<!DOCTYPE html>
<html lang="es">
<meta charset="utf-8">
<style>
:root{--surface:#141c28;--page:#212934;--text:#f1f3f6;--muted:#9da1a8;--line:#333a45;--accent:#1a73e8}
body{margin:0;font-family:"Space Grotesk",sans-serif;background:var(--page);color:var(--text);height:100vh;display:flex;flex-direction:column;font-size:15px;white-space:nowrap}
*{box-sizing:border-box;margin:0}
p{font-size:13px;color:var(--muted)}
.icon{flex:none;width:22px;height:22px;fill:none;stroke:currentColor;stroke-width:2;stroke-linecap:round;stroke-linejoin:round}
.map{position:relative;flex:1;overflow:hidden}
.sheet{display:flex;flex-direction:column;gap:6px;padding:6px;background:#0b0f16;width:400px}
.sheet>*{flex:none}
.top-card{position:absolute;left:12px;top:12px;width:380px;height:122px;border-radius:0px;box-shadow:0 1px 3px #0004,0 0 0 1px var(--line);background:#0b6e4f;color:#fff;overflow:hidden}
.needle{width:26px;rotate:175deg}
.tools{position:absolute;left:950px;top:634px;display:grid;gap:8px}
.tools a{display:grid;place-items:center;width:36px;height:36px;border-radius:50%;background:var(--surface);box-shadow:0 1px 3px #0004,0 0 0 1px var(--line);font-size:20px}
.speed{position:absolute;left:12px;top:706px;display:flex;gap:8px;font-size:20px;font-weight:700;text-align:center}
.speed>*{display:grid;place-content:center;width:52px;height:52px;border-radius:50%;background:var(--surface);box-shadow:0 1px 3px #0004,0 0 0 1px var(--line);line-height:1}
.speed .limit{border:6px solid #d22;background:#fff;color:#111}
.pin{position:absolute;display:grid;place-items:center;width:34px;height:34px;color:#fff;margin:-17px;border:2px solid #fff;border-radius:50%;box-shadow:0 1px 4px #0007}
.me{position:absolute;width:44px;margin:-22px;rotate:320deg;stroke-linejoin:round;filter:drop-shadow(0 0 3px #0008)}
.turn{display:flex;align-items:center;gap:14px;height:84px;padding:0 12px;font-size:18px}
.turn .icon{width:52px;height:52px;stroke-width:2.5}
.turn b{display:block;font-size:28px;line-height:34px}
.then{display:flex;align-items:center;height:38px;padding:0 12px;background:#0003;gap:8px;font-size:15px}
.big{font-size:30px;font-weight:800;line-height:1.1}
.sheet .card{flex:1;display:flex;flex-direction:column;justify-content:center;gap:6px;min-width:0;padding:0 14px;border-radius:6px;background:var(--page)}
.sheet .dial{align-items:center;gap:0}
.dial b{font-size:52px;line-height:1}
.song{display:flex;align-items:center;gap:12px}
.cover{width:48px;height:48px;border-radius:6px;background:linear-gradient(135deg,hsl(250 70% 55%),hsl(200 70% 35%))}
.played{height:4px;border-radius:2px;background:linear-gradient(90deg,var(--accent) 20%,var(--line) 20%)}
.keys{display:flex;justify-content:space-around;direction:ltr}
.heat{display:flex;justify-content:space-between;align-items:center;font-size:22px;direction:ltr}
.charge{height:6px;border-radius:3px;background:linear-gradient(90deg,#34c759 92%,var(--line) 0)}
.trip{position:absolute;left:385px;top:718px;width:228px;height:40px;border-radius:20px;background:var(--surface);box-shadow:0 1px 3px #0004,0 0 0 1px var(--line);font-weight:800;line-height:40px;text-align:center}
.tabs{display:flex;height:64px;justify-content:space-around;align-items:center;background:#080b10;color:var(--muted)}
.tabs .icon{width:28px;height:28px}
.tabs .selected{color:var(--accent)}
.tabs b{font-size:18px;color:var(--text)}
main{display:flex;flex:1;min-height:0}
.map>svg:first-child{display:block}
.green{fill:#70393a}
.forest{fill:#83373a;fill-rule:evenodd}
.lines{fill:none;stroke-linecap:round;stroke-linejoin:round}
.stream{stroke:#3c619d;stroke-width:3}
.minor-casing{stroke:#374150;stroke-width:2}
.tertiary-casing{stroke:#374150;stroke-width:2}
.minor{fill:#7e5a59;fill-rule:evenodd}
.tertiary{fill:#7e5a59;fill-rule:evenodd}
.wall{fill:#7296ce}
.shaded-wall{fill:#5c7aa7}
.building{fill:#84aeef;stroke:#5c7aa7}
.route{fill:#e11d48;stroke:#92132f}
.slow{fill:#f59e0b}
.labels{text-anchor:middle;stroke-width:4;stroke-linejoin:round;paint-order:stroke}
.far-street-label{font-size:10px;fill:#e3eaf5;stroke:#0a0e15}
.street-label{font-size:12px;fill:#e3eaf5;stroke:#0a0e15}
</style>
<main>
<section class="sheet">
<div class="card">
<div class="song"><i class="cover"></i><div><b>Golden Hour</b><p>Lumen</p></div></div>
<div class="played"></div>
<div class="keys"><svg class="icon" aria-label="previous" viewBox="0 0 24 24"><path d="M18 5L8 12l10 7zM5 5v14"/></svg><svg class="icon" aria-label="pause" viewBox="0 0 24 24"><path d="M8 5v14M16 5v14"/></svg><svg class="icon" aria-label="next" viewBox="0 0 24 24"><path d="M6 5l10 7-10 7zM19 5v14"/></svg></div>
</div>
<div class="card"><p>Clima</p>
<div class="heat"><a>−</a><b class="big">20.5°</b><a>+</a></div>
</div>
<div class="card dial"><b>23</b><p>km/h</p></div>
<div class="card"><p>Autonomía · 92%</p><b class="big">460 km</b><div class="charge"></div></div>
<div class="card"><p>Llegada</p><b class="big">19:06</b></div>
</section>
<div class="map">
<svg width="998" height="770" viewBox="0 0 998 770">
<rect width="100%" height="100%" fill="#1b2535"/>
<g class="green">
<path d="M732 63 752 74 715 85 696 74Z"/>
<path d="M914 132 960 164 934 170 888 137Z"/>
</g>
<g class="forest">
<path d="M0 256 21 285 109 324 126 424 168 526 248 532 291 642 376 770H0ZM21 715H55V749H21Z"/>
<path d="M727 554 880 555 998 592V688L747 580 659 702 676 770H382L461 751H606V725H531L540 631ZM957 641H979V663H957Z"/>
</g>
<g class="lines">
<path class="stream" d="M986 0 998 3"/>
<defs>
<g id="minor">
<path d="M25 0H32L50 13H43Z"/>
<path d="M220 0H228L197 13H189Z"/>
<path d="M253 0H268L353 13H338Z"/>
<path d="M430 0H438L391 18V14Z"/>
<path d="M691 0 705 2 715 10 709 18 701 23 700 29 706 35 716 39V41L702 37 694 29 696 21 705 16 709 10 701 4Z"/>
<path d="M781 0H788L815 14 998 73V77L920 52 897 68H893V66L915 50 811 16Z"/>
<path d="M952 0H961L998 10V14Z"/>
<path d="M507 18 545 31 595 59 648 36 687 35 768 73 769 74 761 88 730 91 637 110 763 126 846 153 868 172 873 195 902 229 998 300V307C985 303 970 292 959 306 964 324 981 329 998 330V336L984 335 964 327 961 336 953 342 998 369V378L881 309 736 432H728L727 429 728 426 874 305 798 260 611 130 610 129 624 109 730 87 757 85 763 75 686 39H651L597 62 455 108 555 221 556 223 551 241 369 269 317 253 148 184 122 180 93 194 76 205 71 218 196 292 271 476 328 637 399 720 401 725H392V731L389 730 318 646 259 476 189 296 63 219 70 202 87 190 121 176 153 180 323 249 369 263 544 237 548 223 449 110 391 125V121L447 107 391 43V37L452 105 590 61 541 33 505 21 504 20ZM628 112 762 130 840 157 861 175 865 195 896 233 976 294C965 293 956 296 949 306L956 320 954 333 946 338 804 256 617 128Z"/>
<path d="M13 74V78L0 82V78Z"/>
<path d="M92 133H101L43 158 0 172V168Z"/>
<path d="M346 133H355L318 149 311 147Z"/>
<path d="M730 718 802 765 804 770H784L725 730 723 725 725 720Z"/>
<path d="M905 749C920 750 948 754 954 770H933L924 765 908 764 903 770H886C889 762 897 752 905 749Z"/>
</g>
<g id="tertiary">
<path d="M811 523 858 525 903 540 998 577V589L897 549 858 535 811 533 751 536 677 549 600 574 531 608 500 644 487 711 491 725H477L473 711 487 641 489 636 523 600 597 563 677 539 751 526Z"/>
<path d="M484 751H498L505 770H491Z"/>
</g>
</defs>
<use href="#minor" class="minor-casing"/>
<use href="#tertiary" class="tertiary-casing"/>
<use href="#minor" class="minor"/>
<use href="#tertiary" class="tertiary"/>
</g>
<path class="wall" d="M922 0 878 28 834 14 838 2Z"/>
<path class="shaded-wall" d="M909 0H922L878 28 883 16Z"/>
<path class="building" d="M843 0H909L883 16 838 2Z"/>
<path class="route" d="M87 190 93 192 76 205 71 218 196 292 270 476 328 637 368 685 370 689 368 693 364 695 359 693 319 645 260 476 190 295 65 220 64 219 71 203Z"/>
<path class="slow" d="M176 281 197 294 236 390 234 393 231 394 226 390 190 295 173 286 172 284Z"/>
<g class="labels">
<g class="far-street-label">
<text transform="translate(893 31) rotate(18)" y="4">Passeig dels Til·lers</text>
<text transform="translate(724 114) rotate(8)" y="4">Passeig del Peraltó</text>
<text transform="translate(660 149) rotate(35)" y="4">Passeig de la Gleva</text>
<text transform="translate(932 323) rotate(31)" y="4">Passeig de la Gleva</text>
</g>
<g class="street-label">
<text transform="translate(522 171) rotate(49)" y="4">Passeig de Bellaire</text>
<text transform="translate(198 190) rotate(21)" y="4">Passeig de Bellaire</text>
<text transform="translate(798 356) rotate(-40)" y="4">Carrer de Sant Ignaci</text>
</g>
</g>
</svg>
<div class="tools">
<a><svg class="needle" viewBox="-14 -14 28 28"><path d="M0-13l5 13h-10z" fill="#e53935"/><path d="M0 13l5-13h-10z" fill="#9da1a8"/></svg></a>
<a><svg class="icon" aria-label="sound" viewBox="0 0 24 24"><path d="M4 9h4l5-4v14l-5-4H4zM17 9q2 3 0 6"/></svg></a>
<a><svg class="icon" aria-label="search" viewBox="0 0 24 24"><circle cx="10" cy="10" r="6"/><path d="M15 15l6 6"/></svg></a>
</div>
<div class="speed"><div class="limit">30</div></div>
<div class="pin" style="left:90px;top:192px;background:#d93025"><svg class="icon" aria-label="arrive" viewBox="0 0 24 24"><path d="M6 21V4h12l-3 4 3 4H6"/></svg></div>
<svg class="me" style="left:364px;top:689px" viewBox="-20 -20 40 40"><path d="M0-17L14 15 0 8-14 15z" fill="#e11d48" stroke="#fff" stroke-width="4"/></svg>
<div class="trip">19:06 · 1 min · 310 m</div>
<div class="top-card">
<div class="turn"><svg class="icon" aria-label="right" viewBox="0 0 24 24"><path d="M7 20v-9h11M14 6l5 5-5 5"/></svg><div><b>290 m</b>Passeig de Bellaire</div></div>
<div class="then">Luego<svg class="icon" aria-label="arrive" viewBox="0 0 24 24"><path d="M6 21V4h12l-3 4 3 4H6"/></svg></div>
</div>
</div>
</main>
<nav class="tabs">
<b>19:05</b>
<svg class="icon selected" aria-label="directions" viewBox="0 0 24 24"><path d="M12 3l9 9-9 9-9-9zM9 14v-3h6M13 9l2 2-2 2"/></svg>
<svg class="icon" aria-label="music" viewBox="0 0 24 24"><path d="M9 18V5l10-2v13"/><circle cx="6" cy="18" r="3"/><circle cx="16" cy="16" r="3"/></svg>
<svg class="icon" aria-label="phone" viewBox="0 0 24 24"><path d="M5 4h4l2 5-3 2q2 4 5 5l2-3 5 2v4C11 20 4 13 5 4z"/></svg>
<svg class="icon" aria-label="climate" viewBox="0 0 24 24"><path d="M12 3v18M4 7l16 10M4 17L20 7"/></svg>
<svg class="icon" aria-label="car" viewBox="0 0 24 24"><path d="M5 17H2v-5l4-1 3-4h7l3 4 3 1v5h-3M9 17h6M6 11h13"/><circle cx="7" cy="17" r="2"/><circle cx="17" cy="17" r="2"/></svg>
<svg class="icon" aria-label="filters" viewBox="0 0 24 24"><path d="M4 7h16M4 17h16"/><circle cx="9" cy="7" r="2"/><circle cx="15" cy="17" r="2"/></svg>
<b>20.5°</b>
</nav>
+++++
**Exercise**
Check each line in the entries above for the string "tools", then give the number of matching lines alone.

**Written response**
3